As the need to have private resources finance the Sustainable Development Goals (SDGs) arose, the OECD has established an international standard for measuring the volume of private finance mobilised by development finance interventions.
Data are collected following instrument-specific methodologies, covering all leveraging mechanisms used by Development Finance Institutions (DFIs) and Multilateral Development Banks (MDBs): guarantees, syndicated loans, project finance schemes, shares in collective investment vehicles, direct investment in companies, credit lines and simple co-financing. Work is on-going to capture the mobilisation effect of some technical assistance activities.
Our 2023 report on mobilised private finance presents qualitative insights on both bilateral and multilateral development co-operation providers’ portfolios, and how they use leveraging mechanisms, as well as on incentives and obstacles they encounter to scale up private finance for sustainable development and climate action.
Data on mobilised private finance
Access the OECD.Stat database that presents main aggregates on mobilised private finance, while addressing the confidentiality constraints of some providers.
Total amount of mobilised private finance has been growing and it reached USD 51 billion in 2020.

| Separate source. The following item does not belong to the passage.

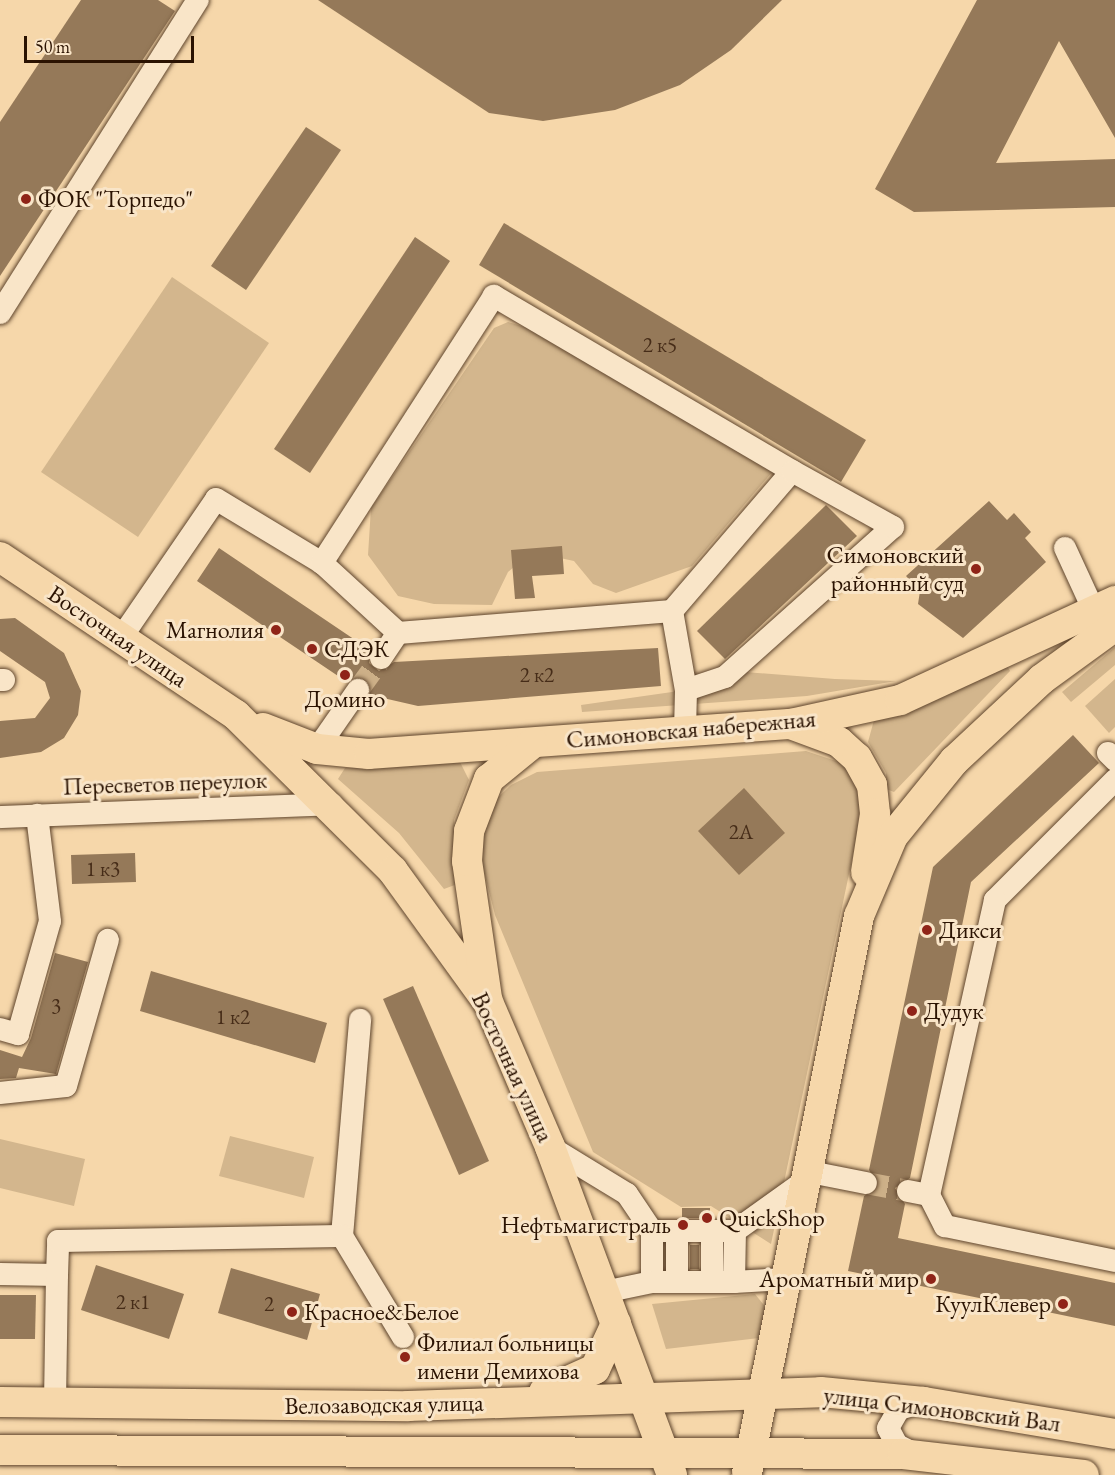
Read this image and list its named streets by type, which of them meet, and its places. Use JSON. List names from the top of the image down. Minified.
{"streets":{"main road":["Восточная улица","Симоновская набережная","Велозаводская улица","улица Симоновский Вал"],"street":["Пересветов переулок"]},"crossings":[["Восточная улица","Симоновская набережная"],["Восточная улица","Пересветов переулок"],["Восточная улица","Велозаводская улица"],["Велозаводская улица","улица Симоновский Вал"]],"places":["ФОК \"Торпедо\"","Симоновский районный суд","Магнолия","СДЭК","Домино","Дикси","Дудук","QuickShop","Нефтьмагистраль","Ароматный мир","КуулКлевер","Красное&Белое","Филиал больницы имени Демихова"],"house_numbers":["2 к5","2 к2","2А","1 к3","3","1 к2","2 к1","2"],"scale_bar":"50 m"}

The two leveraging mechanisms that mobilised the largest volumes of private finance were direct investment (in companies and project finance special purpose vehicles) and guarantees, which together accounted for more than half of mobilisation in each year.
Africa and Asia were the main beneficiary regions of the mobilisation effect of official development finance interventions in 2012-2020, accounting for 30% and 27% of the total respectively.
During the nine-year period, most mobilised private finance was allocated to middle income countries, such as Türkiye, India, Ukraine and People’s Republic of China.